Quel est mon intérêt à participer à cette étude ?

L’intérêt de chacun à participer à cette étude est de deux sortes :

  • Si vous présentez une infection à VIH ou une hépatite chronique B, votre témoignage en ce qui concerne votre parcours de vie avant et depuis votre arrivée en France est particulièrement précieux. Vous participerez ainsi à une amélioration de la prise en charge et des conditions d’existence des personnes dans la même situation que vous.
  • Si vous n’êtes porteur d’aucun de ces deux infections, votre participation permettra d’améliorer les messages de prévention et aidera à mieux comprendre les différences liées à la migration en matière en matière de vécu, indépendamment de l’infection à VIH et de l’hépatite B.

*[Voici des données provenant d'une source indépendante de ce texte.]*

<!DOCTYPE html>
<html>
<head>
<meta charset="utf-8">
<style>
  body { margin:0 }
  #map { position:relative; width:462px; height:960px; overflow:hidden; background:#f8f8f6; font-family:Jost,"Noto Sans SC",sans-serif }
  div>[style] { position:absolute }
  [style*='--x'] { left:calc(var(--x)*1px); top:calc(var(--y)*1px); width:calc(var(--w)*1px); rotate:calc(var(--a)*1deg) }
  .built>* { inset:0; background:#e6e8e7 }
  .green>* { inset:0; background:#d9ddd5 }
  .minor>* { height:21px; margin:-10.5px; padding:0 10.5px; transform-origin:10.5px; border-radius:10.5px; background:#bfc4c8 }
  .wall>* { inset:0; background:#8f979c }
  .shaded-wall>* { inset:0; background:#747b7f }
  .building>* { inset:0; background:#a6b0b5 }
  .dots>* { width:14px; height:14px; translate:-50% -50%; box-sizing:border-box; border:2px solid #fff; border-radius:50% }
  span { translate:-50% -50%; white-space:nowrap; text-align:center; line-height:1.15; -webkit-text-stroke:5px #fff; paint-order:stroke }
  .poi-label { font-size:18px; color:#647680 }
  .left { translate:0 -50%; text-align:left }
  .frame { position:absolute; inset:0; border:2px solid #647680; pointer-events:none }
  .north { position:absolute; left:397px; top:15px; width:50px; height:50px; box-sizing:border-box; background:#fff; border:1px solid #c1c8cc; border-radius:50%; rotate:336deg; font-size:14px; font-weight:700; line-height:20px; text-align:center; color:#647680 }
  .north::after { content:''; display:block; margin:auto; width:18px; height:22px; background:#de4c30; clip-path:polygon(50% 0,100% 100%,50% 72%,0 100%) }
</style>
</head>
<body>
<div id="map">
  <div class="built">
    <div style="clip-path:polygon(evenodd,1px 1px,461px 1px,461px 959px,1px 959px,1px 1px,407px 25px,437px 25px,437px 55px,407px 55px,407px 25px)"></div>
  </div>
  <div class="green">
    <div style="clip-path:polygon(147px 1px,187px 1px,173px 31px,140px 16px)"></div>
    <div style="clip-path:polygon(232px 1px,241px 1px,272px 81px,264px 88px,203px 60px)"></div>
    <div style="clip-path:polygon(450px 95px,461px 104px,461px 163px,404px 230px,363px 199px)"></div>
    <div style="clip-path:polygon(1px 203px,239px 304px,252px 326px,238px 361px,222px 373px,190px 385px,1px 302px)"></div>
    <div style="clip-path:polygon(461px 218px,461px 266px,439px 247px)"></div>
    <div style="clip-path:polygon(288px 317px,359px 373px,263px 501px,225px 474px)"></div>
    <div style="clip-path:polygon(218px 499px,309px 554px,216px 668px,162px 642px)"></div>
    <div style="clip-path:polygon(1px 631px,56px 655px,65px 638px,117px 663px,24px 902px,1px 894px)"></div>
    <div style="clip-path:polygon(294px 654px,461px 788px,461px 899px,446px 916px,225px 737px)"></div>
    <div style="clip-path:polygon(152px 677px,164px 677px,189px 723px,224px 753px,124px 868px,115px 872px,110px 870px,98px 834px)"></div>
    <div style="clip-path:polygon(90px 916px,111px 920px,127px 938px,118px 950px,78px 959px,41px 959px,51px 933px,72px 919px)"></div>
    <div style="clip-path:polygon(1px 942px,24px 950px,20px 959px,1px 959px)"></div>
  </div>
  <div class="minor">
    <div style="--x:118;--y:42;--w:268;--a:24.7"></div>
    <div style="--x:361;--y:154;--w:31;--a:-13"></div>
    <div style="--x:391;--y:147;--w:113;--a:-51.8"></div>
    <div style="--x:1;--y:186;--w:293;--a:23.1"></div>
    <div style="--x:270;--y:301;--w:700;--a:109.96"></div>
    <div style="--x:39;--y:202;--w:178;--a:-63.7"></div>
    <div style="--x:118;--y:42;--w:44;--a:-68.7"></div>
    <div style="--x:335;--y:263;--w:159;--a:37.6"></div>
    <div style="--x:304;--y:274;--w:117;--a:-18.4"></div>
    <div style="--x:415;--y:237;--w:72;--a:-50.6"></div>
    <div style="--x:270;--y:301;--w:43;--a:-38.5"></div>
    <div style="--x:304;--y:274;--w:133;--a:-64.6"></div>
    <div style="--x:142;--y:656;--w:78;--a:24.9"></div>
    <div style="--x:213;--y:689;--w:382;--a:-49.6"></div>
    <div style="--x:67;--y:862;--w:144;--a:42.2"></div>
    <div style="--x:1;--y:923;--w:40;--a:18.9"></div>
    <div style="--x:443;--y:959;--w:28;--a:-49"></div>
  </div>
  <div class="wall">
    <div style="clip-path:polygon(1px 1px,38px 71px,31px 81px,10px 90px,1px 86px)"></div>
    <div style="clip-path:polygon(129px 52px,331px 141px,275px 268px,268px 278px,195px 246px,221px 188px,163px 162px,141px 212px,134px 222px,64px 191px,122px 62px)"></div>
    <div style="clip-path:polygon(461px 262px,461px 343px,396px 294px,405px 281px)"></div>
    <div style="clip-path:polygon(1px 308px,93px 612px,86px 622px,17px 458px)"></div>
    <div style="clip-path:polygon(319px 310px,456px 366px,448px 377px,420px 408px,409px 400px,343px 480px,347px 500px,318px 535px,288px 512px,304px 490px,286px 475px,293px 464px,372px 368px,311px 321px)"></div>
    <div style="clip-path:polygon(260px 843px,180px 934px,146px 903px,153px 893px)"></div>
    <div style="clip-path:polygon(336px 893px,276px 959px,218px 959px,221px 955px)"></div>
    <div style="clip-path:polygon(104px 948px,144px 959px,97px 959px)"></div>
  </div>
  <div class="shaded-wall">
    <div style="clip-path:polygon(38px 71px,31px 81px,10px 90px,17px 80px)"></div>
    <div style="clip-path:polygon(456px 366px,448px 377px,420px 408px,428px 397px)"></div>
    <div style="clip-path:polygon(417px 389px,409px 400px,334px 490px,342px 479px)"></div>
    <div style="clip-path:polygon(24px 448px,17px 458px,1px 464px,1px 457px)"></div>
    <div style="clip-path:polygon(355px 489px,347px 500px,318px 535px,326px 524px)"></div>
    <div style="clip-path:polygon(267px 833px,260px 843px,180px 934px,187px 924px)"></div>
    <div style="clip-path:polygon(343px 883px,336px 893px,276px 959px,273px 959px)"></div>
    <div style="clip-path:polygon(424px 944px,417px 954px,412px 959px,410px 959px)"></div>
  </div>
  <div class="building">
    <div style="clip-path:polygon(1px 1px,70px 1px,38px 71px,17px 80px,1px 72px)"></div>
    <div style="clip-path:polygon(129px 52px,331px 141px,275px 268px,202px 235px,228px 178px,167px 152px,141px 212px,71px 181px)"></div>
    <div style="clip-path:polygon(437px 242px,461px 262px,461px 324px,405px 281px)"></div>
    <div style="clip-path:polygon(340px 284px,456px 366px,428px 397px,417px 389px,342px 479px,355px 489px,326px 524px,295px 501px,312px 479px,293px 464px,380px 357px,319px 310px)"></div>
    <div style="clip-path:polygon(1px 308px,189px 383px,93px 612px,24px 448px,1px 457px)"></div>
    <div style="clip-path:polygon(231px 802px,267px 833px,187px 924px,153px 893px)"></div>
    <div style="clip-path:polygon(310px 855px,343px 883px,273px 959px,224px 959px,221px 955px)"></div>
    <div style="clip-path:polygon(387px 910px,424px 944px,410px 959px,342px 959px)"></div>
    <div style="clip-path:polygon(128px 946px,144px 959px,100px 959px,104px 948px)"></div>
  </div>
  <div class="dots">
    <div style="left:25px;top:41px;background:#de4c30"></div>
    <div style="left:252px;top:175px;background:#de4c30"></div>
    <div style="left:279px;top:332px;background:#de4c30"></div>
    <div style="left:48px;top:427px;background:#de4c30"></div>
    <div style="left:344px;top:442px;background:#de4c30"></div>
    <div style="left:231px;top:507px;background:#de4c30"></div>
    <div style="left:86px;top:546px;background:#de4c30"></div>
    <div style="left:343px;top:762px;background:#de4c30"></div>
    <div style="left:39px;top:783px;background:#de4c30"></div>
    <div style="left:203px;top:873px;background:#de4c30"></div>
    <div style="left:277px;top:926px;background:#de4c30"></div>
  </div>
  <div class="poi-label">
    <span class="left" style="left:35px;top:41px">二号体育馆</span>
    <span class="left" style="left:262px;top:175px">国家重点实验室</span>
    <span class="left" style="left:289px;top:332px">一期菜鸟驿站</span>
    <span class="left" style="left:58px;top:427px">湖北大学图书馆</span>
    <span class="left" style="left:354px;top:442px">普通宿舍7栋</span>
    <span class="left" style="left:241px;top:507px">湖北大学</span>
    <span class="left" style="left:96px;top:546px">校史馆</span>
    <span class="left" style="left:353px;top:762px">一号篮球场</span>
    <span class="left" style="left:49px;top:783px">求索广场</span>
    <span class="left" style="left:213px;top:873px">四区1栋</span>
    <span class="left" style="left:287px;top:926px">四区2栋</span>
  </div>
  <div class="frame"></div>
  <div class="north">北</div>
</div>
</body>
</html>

Je suis médecin, que peut m’apporter cette étude ?

L’étude PARCOURS apportera aux médecins une compréhension plus globale de la personne migrante atteinte d’une infection à VIH ou d’une hépatite chronique B, ce qui lui permettra d’améliorer l’efficacité de la prise en charge.

Pourquoi des questions sur la sexualité ?

L’infection à VIH et le virus de l’hépatite B se transmettent, entre autres, par voie sexuelle, d’où l’importance de connaître les comportements des personnes en matière de sexualité.

Pourquoi ne faites-vous pas cette étude en Afrique ?

Le but de PARCOURS est d’explorer le lien entre migration et les deux infections, VIH/sida et hépatite B, fréquemment diagnostiquées chez les migrants nés en Afrique subsaharienne et vivant en France. L’étude cherche à comprendre comment et à quel moment du parcours de vie l’infection est survenue et en quoi elle peut le modifier.

Faire cette étude en Île-de-France se justifie par le fait que plus de la moitié des migrants nés en Afrique subsaharienne résident dans cette région de France.